RLS/WED is prevalent among pregnant women and affects DIS, DMS, and EDS [7, 11, 31]. In the present study, the prevalence of suspected RLS/WED was increased during the third trimester. However, the presence of RLS/WED did not affect EDS, insomnia symptoms, or subjective sleep quality. In pregnant Japanese women without gestational complications, few severe cases of RLS/WED have been reported, and almost all RLS/WED patients reported only mild to moderate symptoms [15]. Among 8 patients suspected with RLS/WED during the third trimester of pregnancy in this study, 7 reported moderate to severe symptoms. However, only 3 patients experienced these symptoms twice a week or more. The lower symptom occurrence frequency and the small sample size might have influenced the relationship between RLS/WED and EDS observed in this study.

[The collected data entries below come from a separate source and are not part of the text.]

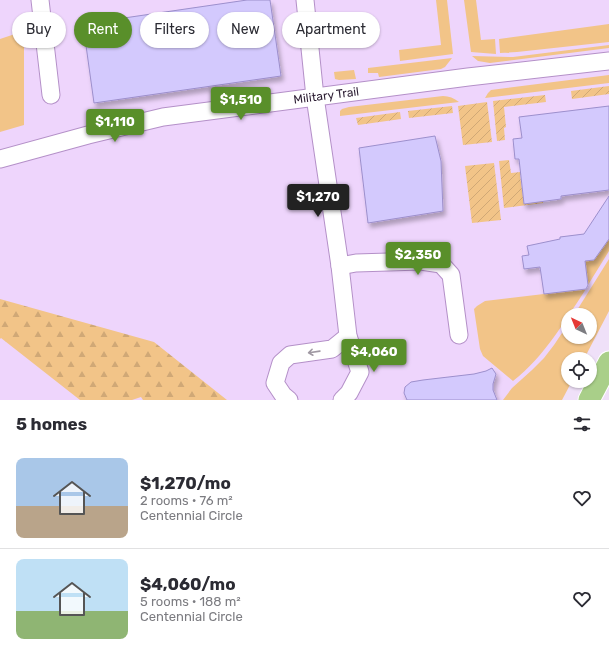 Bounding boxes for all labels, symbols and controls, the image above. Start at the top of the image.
chip: Buy [12,12,66,48]
chip: Rent [74,12,132,48]
chip: Filters [140,12,209,48]
chip: New [217,12,274,48]
chip: Apartment [282,12,380,48]
street label: Military Trail [293,84,360,107]
pin: $1,510 [208,87,274,121]
text: $1,510 [220,92,262,107]
pin: $1,110 [82,109,148,143]
text: $1,110 [95,114,135,129]
pin: $1,270 [285,184,351,218]
text: $1,270 [296,189,340,204]
pin: $2,350 [385,242,451,276]
text: $2,350 [395,247,441,262]
north arrow [561,308,597,344]
map controls [561,308,597,388]
pin: $4,060 [341,339,407,373]
text: $4,060 [350,344,398,359]
one-way arrow [308,348,321,356]
button: locate [561,352,597,388]
icon: filters [571,413,593,435]
text: 5 homes [16,414,87,434]
text: $1,270/mo [140,473,231,493]
icon: home [48,474,96,522]
icon: heart [571,487,593,509]
text: 2 rooms · 76 m² [140,493,233,508]
text: Centennial Circle [140,508,243,523]
text: $4,060/mo [140,574,236,594]
icon: home [48,575,96,623]
icon: heart [571,588,593,610]
text: 5 rooms · 188 m² [140,594,241,609]
text: Centennial Circle [140,609,243,624] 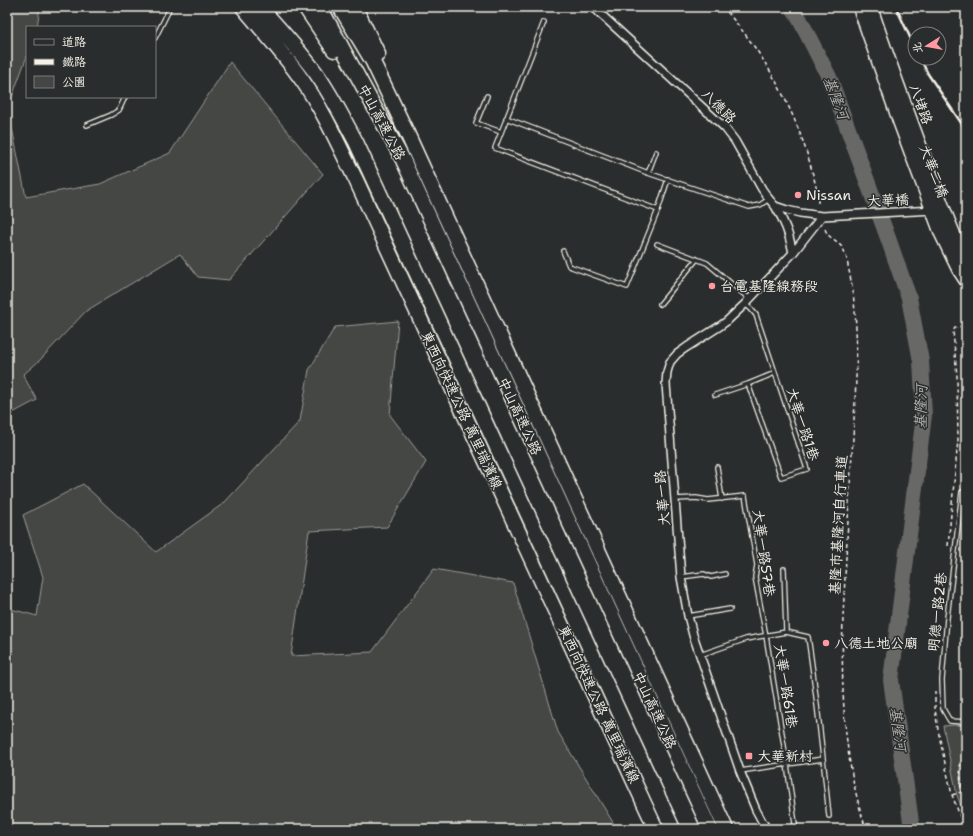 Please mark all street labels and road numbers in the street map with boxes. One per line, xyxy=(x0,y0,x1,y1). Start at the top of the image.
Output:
street label: 中山高速公路 xyxy=(354,81,410,163)
street label: 八堵路 xyxy=(905,81,937,127)
street label: 八德路 xyxy=(698,85,740,127)
street label: 大華二橋 xyxy=(916,142,952,200)
street label: 大華橋 xyxy=(867,190,909,210)
street label: 東西向快速公路 萬里瑞濱線 xyxy=(417,328,507,492)
street label: 中山高速公路 xyxy=(494,374,546,458)
street label: 大華一路1巷 xyxy=(783,385,824,464)
street label: 基隆市基隆河自行車道 xyxy=(825,455,851,595)
street label: 大華一路 xyxy=(651,469,673,527)
street label: 大華一路57巷 xyxy=(749,508,779,599)
street label: 明德一路2巷 xyxy=(924,570,950,653)
street label: 東西向快速公路 萬里瑞濱線 xyxy=(554,622,644,786)
street label: 大華一路61巷 xyxy=(770,643,802,730)
street label: 中山高速公路 xyxy=(629,668,681,752) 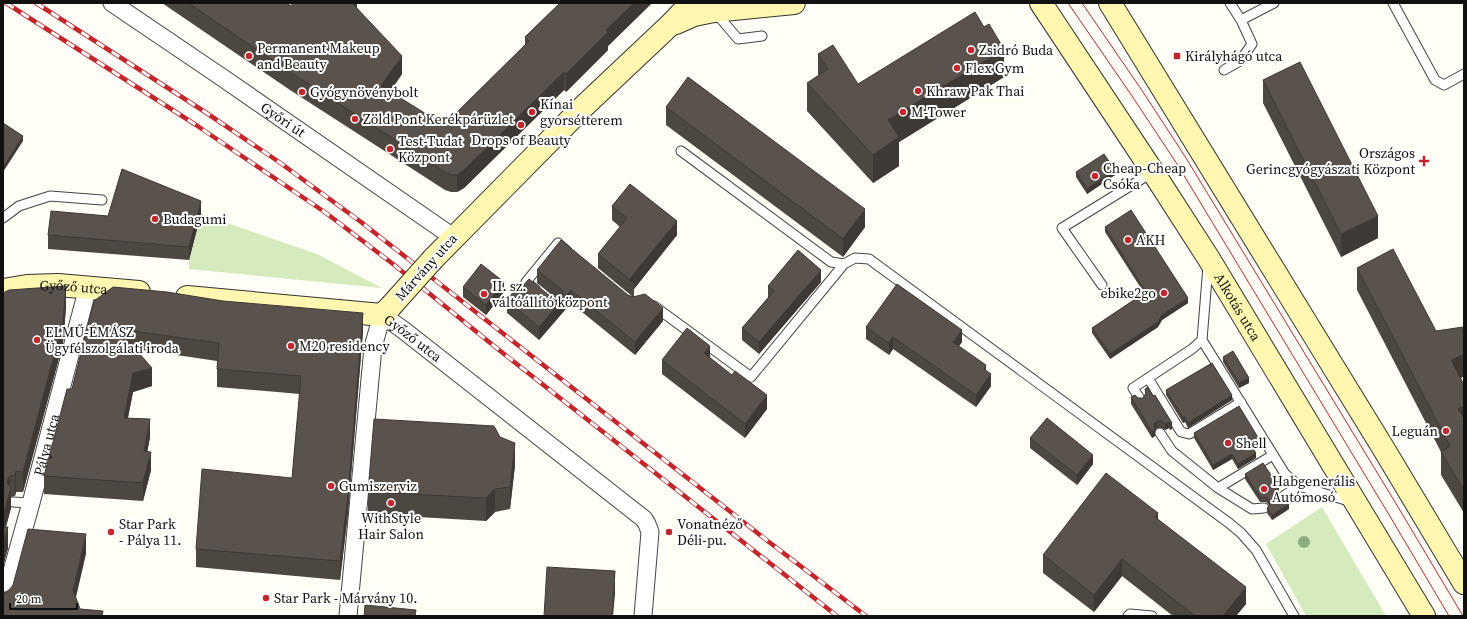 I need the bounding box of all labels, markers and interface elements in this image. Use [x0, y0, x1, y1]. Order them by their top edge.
place label: Permanent Makeup and Beauty [257, 38, 380, 74]
place label: Zsidró Buda [979, 40, 1054, 60]
marker: Zsidró Buda [966, 45, 976, 55]
place label: Királyhágó utca [1185, 46, 1283, 66]
marker: Permanent Makeup and Beauty [244, 51, 254, 61]
marker: Királyhágó utca [1172, 51, 1182, 61]
place label: Flex Gym [965, 58, 1025, 78]
marker: Flex Gym [952, 63, 962, 73]
place label: Khraw Pak Thai [926, 81, 1025, 101]
place label: Gyógynövénybolt [310, 82, 419, 102]
marker: Khraw Pak Thai [913, 86, 923, 96]
marker: Gyógynövénybolt [297, 87, 307, 97]
place label: Kínai gyorsétterem [540, 94, 623, 130]
street label: Győri út [257, 97, 310, 142]
place label: M-Tower [911, 102, 966, 122]
marker: Kínai gyorsétterem [527, 107, 537, 117]
marker: M-Tower [898, 107, 908, 117]
place label: Zöld Pont Kerékpárüzlet [363, 109, 514, 129]
marker: Zöld Pont Kerékpárüzlet [350, 114, 360, 124]
marker: Drops of Beauty [516, 120, 526, 130]
place label: Drops of Beauty [471, 130, 572, 150]
place label: Test-Tudat Központ [398, 131, 463, 167]
place label: Országos Gerincgyógyászati Központ [1246, 143, 1415, 179]
marker: Test-Tudat Központ [385, 144, 395, 154]
marker: Országos Gerincgyógyászati Központ [1418, 155, 1430, 167]
place label: Cheap-Cheap Csóka [1103, 158, 1186, 194]
marker: Cheap-Cheap Csóka [1090, 171, 1100, 181]
place label: Budagumi [163, 209, 227, 229]
marker: Budagumi [150, 214, 160, 224]
street label: Márvány utca [390, 228, 462, 305]
place label: AKH [1136, 230, 1166, 250]
marker: AKH [1123, 235, 1133, 245]
street label: Alkotás utca [1210, 269, 1266, 345]
street label: Győző utca [39, 275, 109, 299]
place label: II. sz. váltóállító központ [492, 276, 608, 312]
place label: ebike2go [1100, 283, 1156, 303]
marker: ebike2go [1159, 288, 1169, 298]
marker: II. sz. váltóállító központ [479, 289, 489, 299]
street label: Győző utca [380, 309, 447, 367]
place label: ELMŰ-ÉMÁSZ Ügyfélszolgálati iroda [45, 322, 180, 358]
marker: ELMŰ-ÉMÁSZ Ügyfélszolgálati iroda [32, 335, 42, 345]
place label: M20 residency [299, 336, 390, 356]
marker: M20 residency [286, 341, 296, 351]
street label: Pálya utca [29, 411, 64, 478]
place label: Leguán [1392, 421, 1439, 441]
marker: Leguán [1441, 426, 1451, 436]
place label: Shell [1236, 433, 1267, 453]
marker: Shell [1223, 438, 1233, 448]
place label: Habgenerális Autómosó [1272, 471, 1355, 507]
place label: Gumiszerviz [339, 476, 417, 496]
marker: Gumiszerviz [326, 481, 336, 491]
marker: Habgenerális Autómosó [1259, 484, 1269, 494]
marker: WithStyle Hair Salon [386, 498, 396, 508]
place label: WithStyle Hair Salon [358, 508, 424, 544]
place label: Star Park - Pálya 11. [119, 514, 182, 550]
place label: Vonatnéző Déli-pu. [677, 514, 743, 550]
marker: Star Park - Pálya 11. [106, 527, 116, 537]
marker: Vonatnéző Déli-pu. [664, 527, 674, 537]
scale bar [10, 585, 77, 611]
place label: Star Park - Márvány 10. [274, 588, 418, 608]
text: 20 m [16, 591, 42, 607]
marker: Star Park - Márvány 10. [261, 593, 271, 603] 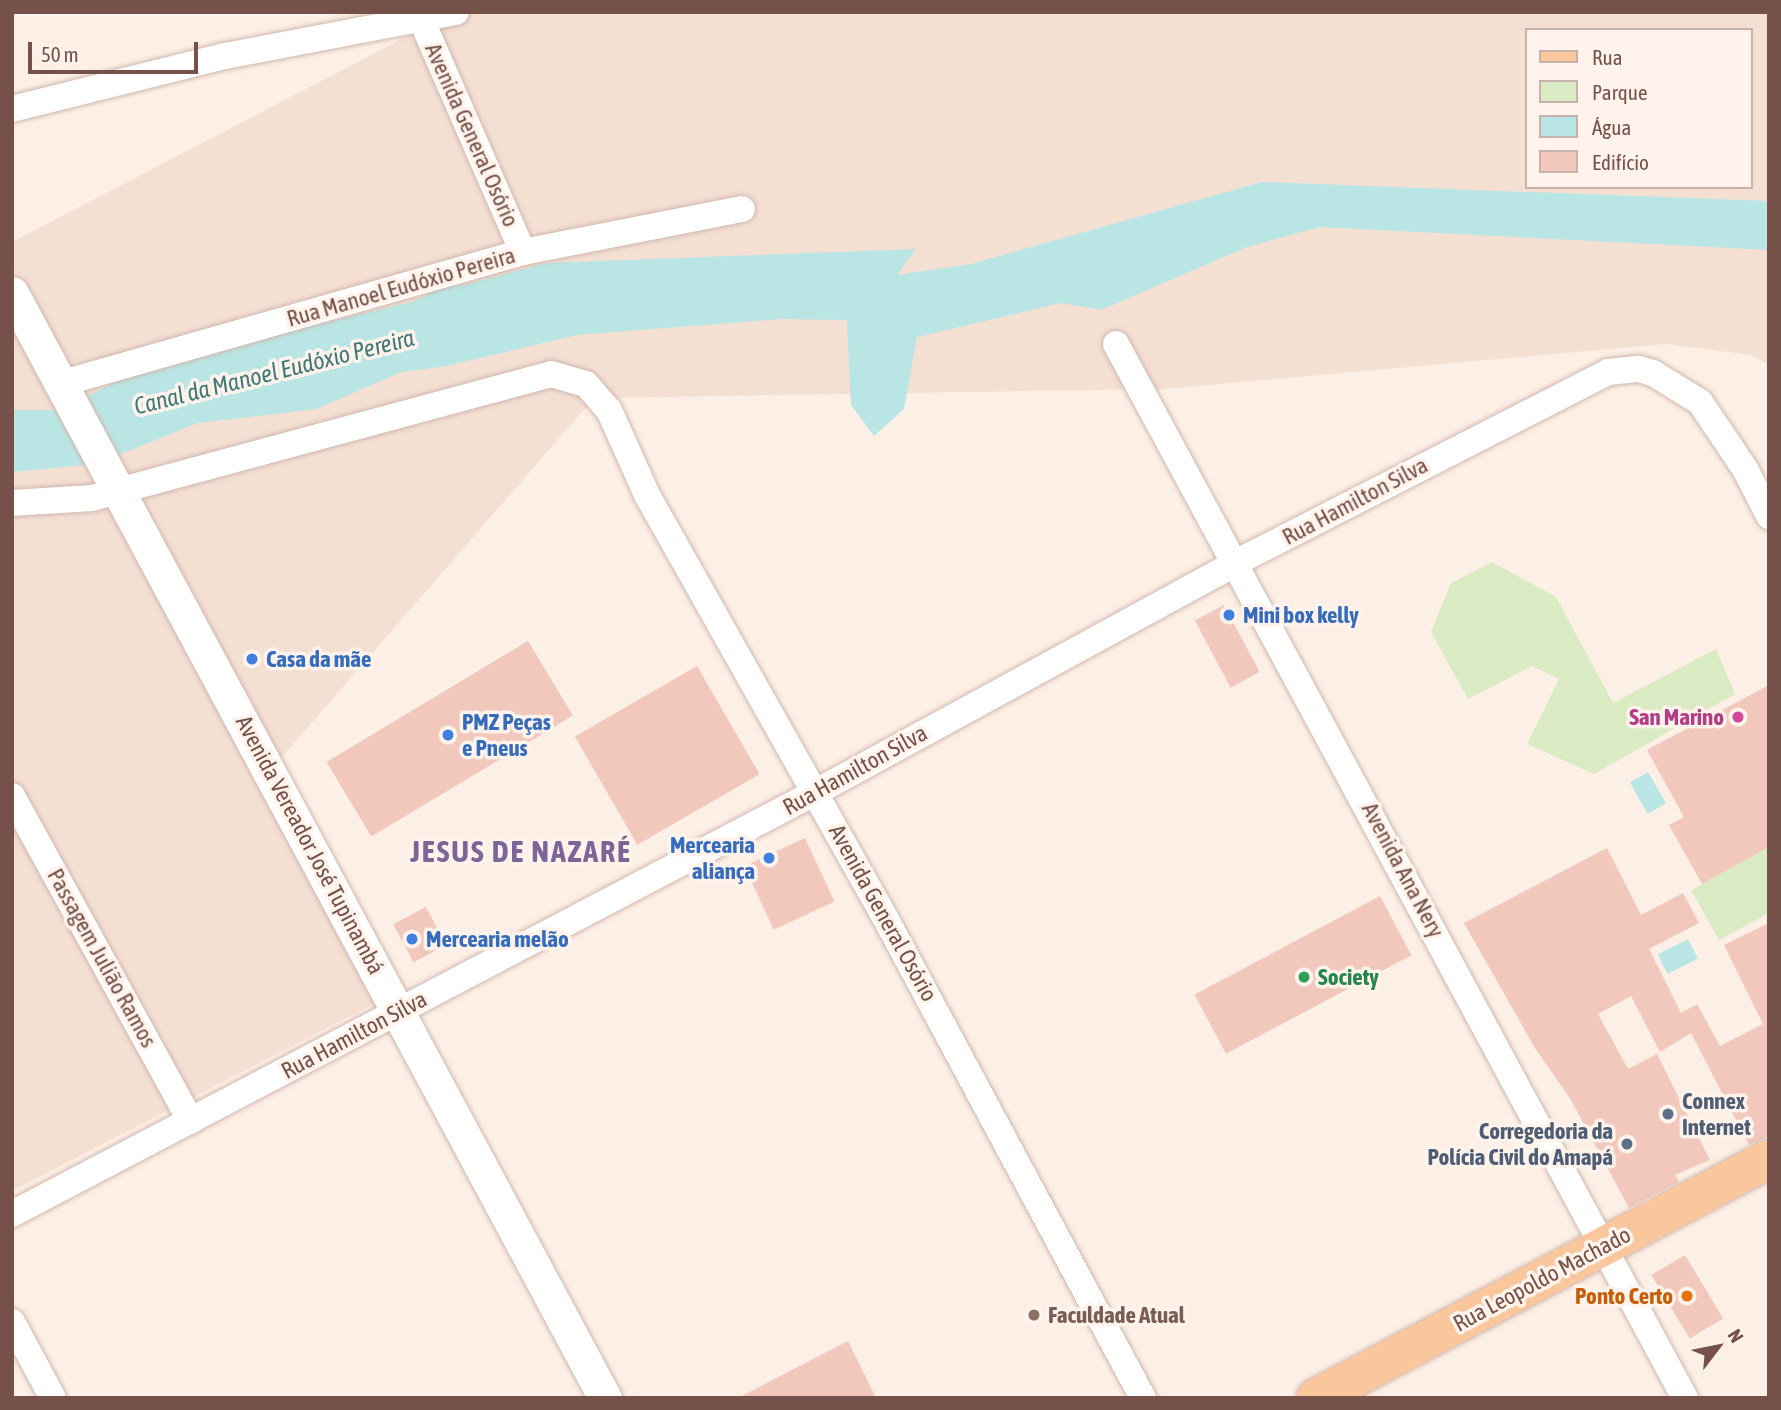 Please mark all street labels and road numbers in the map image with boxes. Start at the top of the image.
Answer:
street label: Avenida General Osório [419,39,525,231]
street label: Rua Manoel Eudóxio Pereira [284,241,518,333]
street label: Rua Hamilton Silva [1278,451,1432,551]
street label: Avenida Vereador José Tupinambá [230,711,390,979]
street label: Rua Hamilton Silva [778,719,932,821]
street label: Avenida Ana Nery [1356,798,1450,942]
street label: Avenida General Osório [823,820,943,1006]
street label: Passagem Julião Ramos [41,864,163,1052]
street label: Rua Hamilton Silva [277,985,431,1085]
street label: Rua Leopoldo Machado [1449,1221,1635,1337]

It is worth mentioning that a stillbirth was observed in one pregnant woman with RLS/WED. This participant had complained of insomnia and EDS, which seemed to be related to her RLS/WED symptoms, and her subjective sleep quality had decreased. However, no other pregnancy-related complication was observed. While there are some reports of an association between RLS/WED and gestational complications [11, 32] as well as delivery outcomes [11, 14], other studies did not observe an association between RLS/WED and delivery outcomes [15, 31, 32]. Although we cannot assume an association between maternal sleep/wake problems and the stillbirth in this case observed here, further studies are needed to clarify the influence of RLS/WED on delivery outcomes.

The pathophysiological mechanism underlying the higher percentage of cesarean section in the insomnia group in this study is not clear. However, compared to pregnant women without RLS/WED, an odds ratio (95% CI) of 2.40 (1.03–4.42) for cesarean sections has been reported in pregnant Iranian women with RLS/WED, and insomnia has also been reported as being more prevalent among those with RLS/WED [14]. Although such a higher prevalence of cesarean sections in pregnant women with RLS/WED was not found in the present study, insomnia was related to cesarean section in previous reports as well as in the present study. To determine the relationship between cesarean sections and insomnia, a more comprehensive study on sleep/wake problems among pregnant women is needed.

Limitations

Some limitations of the present study should be noted. First, we could not assess the specific sleep/wake problems of high-risk pregnant women who are also obese. Second, SDB was evaluated using only a pulse oximeter; therefore, no information on sleep stages, respiration itself, and position can be provided. Third, symptoms of RLS/WED were examined using a self-reported questionnaire, and the diagnosis of RLS/WED was not confirmed by sleep medicine specialists.

Conclusions

From the second to the third trimester, an increase in sleep/wake problems was observed in pregnant Japanese women without complications. Moreover, EDS was associated with shorter sleep durations and DMS, rather than SDB. Moreover, there was one case of stillbirth with untreated RLS/WED, short sleep durations, insomnia, and EDS. However, our sample contained very few pregnant women with moderate to severe SDB, and there were no significant effects of SDB on delivery outcome and infant’s condition. Our findings indicate that comprehensive actions for sleep/wake problems among pregnant women, including education on sleep hygiene and/or medical treatment depending on specific requirement, are needed. To further evaluate the effects of sleep/wake disorders on gestational complications and delivery outcomes, additional large-scale research is needed, beginning from pre-pregnancy and including high-risk pregnant women.